You smug-faced crowds with kindling eye
 Who cheer when soldier lads march by,
 Sneak home and pray you'll never know
 The hell where youth and laughter go.

Friday, June 13, 2014

Spring


i
Bleached, bone-dry,
wind-scalded wood;
 
my spindled torso
weathered clean,
 
my curlicued roots
 
clamped in the earth.
ii
 
But Spring’s moist eyes
 
defied my fingers,
 
imagining freedom,
 
conspired with soil;
 
I grew round, bright
and brazen.
 
 
 

 

 

Monday, June 9, 2014

A carrier bag


A carrier bag, caught in a sycamore tree, heaved and pulled, strained itself skinny, thrashed to escape. Its mouth, a terrorized rip, was lightening in the branches.
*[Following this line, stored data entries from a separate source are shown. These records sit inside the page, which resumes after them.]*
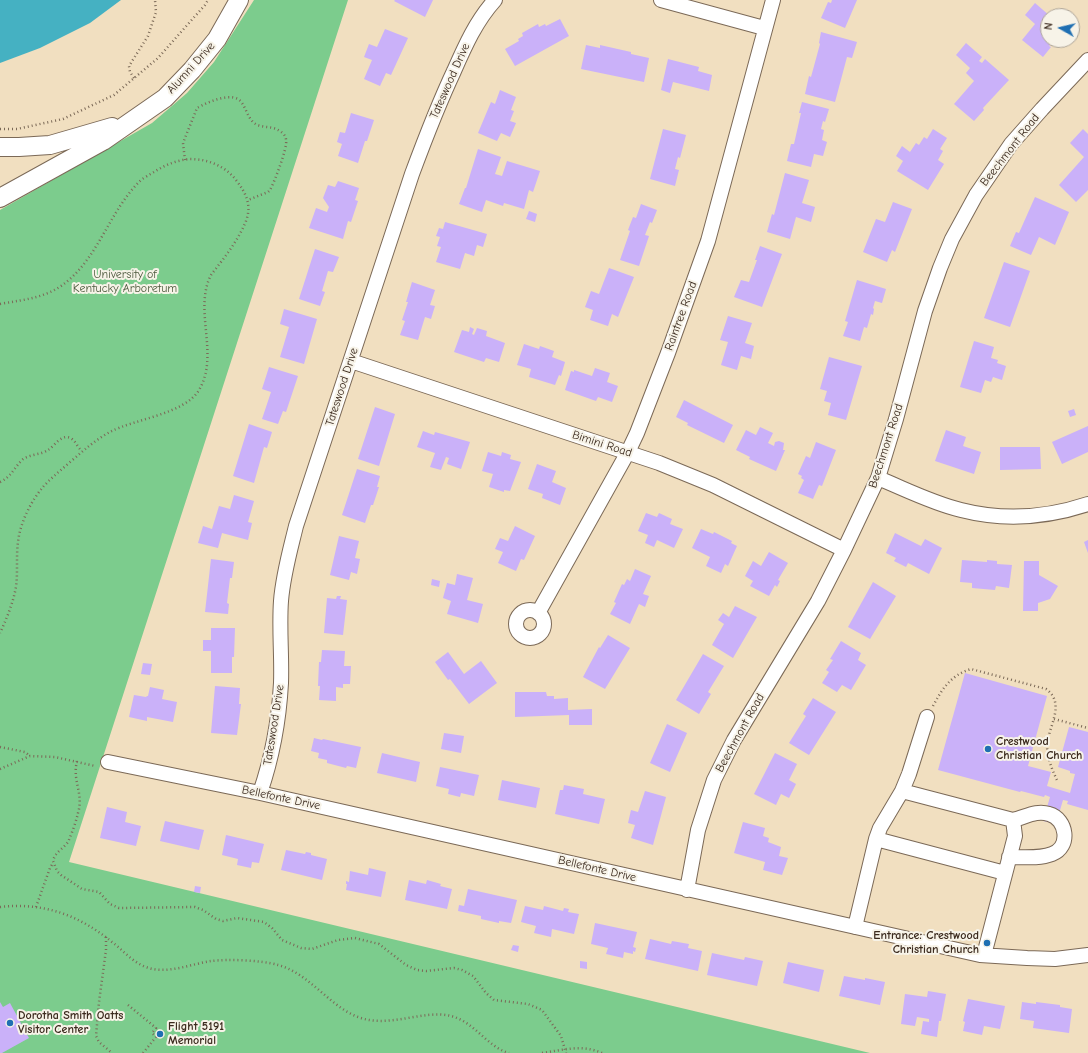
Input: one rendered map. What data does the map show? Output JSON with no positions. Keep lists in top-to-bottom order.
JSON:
{
  "streets": {
    "main road": ["Alumni Drive"],
    "street": [
      "Tateswood Drive",
      "Beechmont Road",
      "Raintree Road",
      "Bimini Road",
      "Bellefonte Drive"
    ]
  },
  "crossings": [
    ["Tateswood Drive", "Bimini Road"],
    ["Tateswood Drive", "Bellefonte Drive"],
    ["Beechmont Road", "Bimini Road"],
    ["Beechmont Road", "Bellefonte Drive"],
    ["Raintree Road", "Bimini Road"]
  ],
  "parks": ["University of Kentucky Arboretum"],
  "places": [
    "Crestwood Christian Church",
    "Entrance: Crestwood Christian Church",
    "Dorotha Smith Oatts Visitor Center",
    "Flight 5191 Memorial"
  ],
  "north": "left"
}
A carrier bag gulped itself grotesque in the squall on the Lower Kimmage Road. In convulsion,  its face inflated to featurelessness.
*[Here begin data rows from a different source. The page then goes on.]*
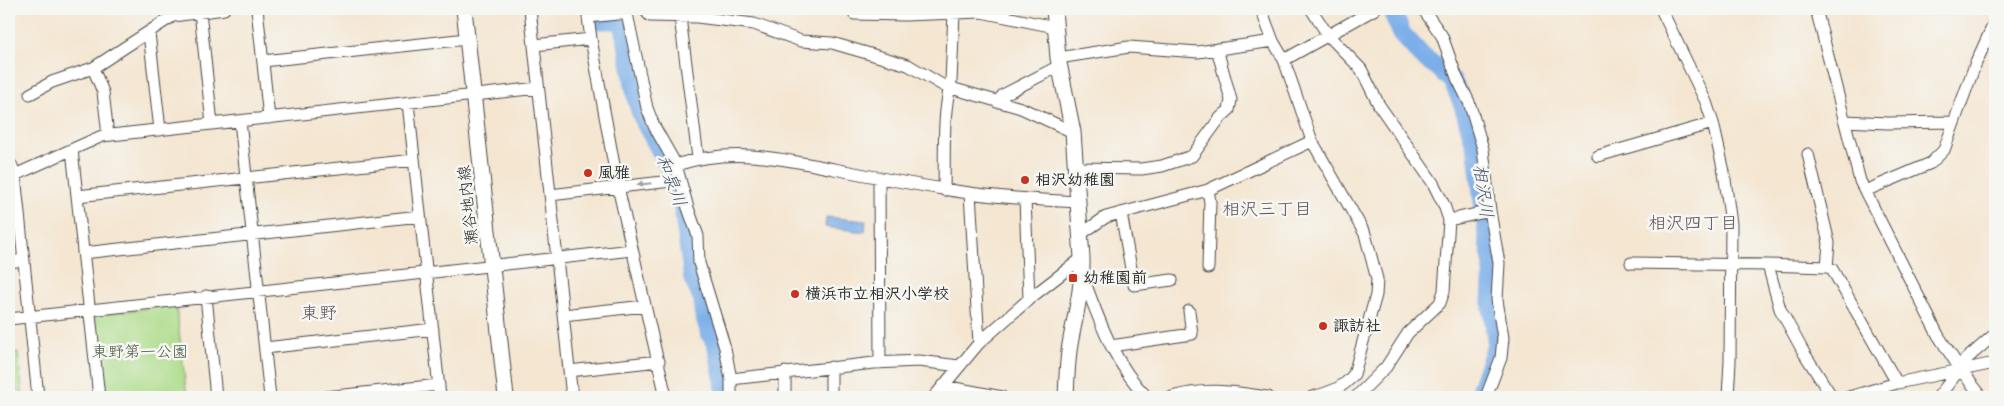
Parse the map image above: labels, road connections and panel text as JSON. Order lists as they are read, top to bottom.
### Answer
{
  "streets": {
    "street": ["瀬谷地内線"]
  },
  "districts": ["相沢三丁目", "相沢四丁目", "東野"],
  "water": ["和泉川", "相沢川"],
  "parks": ["東野第一公園"],
  "places": {
    "other": [
      "風雅",
      "相沢幼稚園",
      "横浜市立相沢小学校",
      "諏訪社"
    ],
    "transit": ["幼稚園前"]
  }
}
A carrier bag flew by. I saw nothing but hands wringing.

  

          The baby in the tree

 
The baby in the tree
is screaming.
 

High above the pathway
near the black tips
of the sycamore branches
he is gaping,
white membraned luminous.
 

How did he get there?
 

He blew there in the wind;
it took him
like a flag from his cot
till he was stretched
across the boughs
like the wings of a bat.
 

And who sees him?
 

I do;
all his hopeless writhing,
too high for the passerby.
And his screams:
too high,
too high for the passerby.

 

 

 

 

Thursday, June 5, 2014

How to say I love you


A red, red rose
by Robbie Burns

O my Luve's like a red, red rose
 That’s newly sprung in June;
 O my Luve's like the melodie
 That’s sweetly play'd in tune.

 As fair art thou, my bonnie lass,
 So deep in luve am I:
 And I will luve thee still, my dear,
 Till a’ the seas gang dry: 

 Till a’ the seas gang dry, my dear,
 And the rocks melt wi’ the sun:
 I will luve thee still, my dear,
 While the sands o’ life shall run. 

 And fare thee well, my only Luve
 And fare thee well, a while!
 And I will come again, my Luve,
 Tho’ it were ten thousand mile. 

             It would be near impossible to express love more beautifully or more movingly than Burns’ second and third stanzas. Read them out loud and slowly. Better still sing them. This version with Eddi Reader and Alan Kelly is just gorgeous. What a stunning voice she has, and his playing is exquisite.
             I went to see them and the rest of the band some months back. They put on a fantastic show, one of the most enjoyable gigs I’ve ever been to. So, what I'm saying is, if you get the chance........................Of course, I should point out that Alan Kelly is a Roscommon man.